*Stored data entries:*
****************

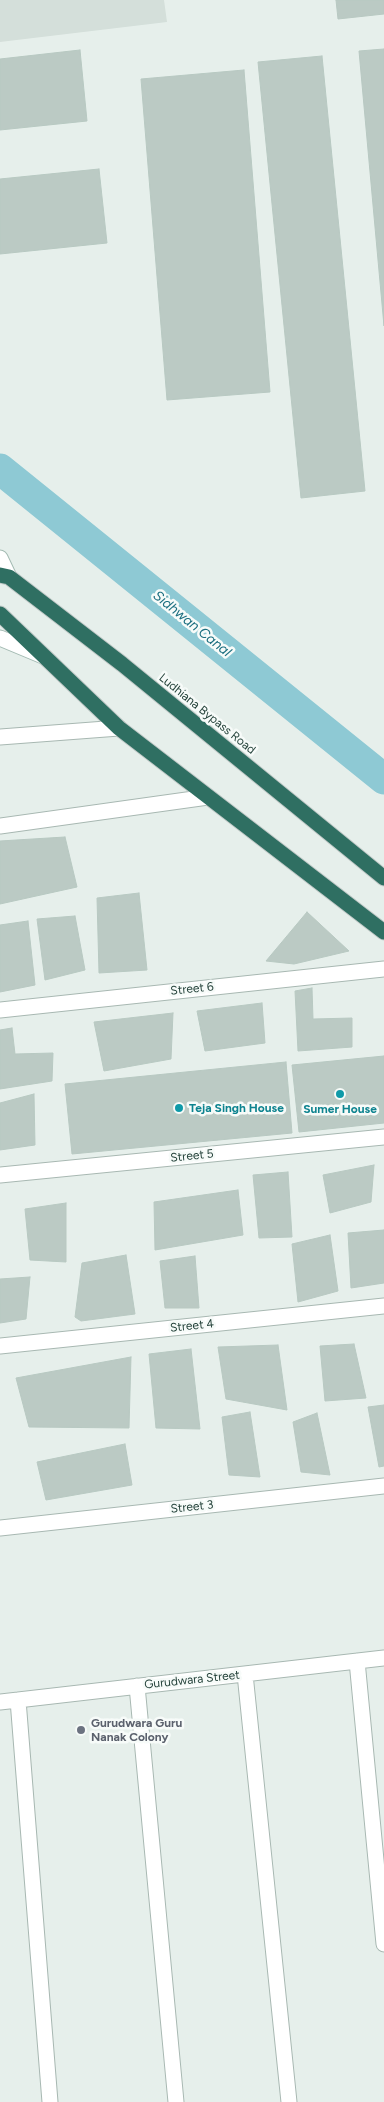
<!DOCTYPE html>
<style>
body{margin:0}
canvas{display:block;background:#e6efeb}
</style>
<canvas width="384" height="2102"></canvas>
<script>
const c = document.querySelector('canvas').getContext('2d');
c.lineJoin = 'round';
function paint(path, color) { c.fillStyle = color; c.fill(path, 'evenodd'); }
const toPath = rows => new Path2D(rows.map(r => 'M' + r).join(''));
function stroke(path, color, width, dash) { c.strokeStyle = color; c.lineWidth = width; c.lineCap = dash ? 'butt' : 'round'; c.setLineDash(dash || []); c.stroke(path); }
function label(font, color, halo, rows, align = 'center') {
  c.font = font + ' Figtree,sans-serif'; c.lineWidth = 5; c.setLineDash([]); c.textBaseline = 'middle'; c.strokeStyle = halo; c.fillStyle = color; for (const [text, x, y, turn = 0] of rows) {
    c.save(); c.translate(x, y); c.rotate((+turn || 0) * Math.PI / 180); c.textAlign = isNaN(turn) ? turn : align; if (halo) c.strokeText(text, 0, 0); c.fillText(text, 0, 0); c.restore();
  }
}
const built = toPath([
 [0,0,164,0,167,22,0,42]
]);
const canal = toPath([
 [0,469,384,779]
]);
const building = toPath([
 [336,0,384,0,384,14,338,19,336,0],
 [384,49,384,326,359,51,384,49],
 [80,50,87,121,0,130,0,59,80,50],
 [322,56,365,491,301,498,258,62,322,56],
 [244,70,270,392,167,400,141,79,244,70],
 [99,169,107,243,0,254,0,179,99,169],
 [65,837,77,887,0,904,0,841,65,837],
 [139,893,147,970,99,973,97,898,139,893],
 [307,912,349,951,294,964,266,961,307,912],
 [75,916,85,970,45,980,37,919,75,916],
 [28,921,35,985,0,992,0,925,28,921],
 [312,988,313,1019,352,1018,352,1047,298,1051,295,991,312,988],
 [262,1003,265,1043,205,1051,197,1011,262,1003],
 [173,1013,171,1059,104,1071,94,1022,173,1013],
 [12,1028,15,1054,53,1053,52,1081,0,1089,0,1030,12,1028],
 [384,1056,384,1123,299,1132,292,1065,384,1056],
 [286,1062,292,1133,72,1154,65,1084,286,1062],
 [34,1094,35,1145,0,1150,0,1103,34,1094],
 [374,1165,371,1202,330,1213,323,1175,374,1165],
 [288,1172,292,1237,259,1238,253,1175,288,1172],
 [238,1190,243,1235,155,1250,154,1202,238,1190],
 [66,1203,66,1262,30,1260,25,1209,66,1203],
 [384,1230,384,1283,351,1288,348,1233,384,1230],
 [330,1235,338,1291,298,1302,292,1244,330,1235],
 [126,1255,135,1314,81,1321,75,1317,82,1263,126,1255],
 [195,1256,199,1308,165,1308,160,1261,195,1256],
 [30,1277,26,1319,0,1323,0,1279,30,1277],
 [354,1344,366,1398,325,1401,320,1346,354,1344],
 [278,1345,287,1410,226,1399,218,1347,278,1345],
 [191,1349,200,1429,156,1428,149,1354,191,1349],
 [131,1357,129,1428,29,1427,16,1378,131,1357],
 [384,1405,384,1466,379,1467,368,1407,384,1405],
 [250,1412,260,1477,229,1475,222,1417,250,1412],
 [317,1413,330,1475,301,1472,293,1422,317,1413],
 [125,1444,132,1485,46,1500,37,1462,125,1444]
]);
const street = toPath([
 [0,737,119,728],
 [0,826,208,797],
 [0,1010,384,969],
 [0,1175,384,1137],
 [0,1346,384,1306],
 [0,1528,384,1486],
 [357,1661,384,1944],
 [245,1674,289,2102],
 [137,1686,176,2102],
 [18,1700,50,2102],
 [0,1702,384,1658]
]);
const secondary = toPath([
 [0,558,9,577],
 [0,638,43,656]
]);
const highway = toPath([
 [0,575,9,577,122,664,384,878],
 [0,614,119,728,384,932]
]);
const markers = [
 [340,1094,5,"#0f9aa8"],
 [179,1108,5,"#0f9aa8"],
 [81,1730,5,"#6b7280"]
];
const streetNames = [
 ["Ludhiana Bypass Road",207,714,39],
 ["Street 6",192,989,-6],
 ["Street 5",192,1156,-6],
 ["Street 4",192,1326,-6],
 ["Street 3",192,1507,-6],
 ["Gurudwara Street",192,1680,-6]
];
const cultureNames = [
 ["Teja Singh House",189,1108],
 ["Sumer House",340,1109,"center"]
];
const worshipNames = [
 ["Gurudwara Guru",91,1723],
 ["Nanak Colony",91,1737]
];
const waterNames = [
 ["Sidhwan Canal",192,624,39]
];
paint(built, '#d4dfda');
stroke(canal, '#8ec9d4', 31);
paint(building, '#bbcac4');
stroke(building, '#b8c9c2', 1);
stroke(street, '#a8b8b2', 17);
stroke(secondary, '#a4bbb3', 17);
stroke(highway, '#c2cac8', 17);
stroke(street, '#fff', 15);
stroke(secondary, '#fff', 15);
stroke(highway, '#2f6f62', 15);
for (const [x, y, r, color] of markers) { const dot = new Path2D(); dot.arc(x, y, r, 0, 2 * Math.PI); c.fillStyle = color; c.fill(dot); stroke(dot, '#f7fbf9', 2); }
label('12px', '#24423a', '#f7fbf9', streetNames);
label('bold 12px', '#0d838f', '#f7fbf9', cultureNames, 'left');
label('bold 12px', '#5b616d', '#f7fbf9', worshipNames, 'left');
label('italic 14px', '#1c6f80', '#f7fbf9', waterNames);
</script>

****************

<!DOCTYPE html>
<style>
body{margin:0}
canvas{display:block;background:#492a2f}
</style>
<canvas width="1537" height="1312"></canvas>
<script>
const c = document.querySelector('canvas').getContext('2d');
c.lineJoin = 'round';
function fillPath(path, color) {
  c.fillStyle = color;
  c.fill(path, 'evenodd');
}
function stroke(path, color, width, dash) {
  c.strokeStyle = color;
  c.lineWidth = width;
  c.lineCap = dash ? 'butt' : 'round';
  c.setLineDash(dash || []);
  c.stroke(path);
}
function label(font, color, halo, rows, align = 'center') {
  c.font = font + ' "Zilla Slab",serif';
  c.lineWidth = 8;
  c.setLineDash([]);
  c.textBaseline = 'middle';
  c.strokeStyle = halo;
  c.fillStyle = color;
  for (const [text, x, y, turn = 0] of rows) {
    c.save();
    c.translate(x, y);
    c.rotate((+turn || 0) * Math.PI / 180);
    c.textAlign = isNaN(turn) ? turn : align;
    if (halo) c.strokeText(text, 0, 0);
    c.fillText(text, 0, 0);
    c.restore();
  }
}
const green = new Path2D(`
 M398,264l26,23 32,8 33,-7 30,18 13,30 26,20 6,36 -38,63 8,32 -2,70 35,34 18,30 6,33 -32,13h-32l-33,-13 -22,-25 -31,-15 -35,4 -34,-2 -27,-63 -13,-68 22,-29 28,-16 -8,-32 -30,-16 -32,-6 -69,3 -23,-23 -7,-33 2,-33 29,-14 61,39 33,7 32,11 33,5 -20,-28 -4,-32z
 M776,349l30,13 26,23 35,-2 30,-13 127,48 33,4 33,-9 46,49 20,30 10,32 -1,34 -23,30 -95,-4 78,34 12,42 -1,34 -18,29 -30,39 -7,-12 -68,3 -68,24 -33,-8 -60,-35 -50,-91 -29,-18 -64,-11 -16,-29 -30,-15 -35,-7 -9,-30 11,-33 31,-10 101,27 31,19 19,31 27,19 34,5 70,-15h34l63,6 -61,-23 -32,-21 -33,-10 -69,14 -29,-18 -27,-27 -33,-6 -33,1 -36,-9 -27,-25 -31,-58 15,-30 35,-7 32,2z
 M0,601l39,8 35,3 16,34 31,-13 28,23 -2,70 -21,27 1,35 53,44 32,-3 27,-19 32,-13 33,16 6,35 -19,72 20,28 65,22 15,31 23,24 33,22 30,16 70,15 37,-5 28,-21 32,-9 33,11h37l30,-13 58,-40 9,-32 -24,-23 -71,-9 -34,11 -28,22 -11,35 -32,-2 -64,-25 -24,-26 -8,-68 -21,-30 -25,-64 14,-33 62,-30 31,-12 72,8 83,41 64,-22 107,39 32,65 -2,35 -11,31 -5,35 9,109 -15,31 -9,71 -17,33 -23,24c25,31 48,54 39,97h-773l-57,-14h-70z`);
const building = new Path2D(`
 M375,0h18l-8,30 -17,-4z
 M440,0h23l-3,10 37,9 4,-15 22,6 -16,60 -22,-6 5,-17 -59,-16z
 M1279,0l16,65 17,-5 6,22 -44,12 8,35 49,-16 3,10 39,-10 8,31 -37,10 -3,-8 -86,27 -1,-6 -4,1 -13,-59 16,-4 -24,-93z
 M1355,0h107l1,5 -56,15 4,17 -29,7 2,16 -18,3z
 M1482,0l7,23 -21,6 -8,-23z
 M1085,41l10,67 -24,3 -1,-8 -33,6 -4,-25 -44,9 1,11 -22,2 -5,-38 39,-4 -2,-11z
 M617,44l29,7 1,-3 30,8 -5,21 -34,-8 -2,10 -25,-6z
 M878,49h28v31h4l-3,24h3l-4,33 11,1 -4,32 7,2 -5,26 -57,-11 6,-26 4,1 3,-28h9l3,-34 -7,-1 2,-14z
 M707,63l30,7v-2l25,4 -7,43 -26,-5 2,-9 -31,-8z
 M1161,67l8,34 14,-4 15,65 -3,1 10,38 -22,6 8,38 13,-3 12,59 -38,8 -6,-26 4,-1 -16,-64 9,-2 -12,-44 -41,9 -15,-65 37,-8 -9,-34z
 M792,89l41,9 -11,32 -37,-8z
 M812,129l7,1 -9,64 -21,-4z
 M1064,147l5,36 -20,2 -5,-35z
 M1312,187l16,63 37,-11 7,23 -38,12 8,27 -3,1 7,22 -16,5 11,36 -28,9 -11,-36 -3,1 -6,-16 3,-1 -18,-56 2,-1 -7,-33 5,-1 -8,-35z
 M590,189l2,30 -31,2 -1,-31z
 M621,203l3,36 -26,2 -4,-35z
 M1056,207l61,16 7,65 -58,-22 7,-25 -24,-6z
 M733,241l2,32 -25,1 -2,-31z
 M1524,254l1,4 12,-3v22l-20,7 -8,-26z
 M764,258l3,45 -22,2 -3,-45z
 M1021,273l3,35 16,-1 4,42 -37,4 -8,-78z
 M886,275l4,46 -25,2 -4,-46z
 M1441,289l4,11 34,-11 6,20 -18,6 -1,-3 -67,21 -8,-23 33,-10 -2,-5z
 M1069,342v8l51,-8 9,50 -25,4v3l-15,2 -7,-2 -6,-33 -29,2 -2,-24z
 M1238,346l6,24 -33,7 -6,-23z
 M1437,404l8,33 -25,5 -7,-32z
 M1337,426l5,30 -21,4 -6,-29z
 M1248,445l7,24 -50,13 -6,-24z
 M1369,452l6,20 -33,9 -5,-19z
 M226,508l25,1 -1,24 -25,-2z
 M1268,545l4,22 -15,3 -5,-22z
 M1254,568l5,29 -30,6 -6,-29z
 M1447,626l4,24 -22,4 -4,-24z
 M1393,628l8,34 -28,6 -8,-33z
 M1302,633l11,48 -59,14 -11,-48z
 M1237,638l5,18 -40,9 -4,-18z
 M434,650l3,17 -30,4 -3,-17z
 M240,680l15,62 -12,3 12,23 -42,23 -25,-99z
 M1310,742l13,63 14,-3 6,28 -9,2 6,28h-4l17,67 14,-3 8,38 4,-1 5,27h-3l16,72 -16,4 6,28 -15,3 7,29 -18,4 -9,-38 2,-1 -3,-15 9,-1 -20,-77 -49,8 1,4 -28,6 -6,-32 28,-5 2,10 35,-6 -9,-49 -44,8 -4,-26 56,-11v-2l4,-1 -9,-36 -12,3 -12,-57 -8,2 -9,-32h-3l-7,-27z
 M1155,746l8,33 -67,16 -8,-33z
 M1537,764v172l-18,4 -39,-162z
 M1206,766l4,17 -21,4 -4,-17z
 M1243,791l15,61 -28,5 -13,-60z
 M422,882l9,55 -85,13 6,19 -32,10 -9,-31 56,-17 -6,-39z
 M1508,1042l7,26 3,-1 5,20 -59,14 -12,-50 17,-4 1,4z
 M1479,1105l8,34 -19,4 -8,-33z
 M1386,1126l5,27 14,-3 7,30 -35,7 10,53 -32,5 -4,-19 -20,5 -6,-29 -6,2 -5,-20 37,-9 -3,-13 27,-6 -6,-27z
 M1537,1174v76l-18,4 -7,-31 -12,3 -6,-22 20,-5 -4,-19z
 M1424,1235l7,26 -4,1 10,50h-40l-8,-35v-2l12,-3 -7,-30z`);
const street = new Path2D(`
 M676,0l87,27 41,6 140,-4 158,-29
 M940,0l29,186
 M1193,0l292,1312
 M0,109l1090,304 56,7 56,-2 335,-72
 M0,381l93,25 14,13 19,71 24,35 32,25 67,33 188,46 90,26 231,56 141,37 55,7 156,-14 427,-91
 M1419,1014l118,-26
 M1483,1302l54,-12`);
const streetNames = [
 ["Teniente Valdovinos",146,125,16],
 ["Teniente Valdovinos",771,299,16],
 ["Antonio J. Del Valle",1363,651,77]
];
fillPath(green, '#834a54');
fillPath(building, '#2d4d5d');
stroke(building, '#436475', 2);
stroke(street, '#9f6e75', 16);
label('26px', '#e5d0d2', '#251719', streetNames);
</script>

****************

*HOW TO COMPLETE THIS TASK:* Your answer must be a single number: the count of lines in the records that include "height".

*COMPLETED EXERCISE:* 2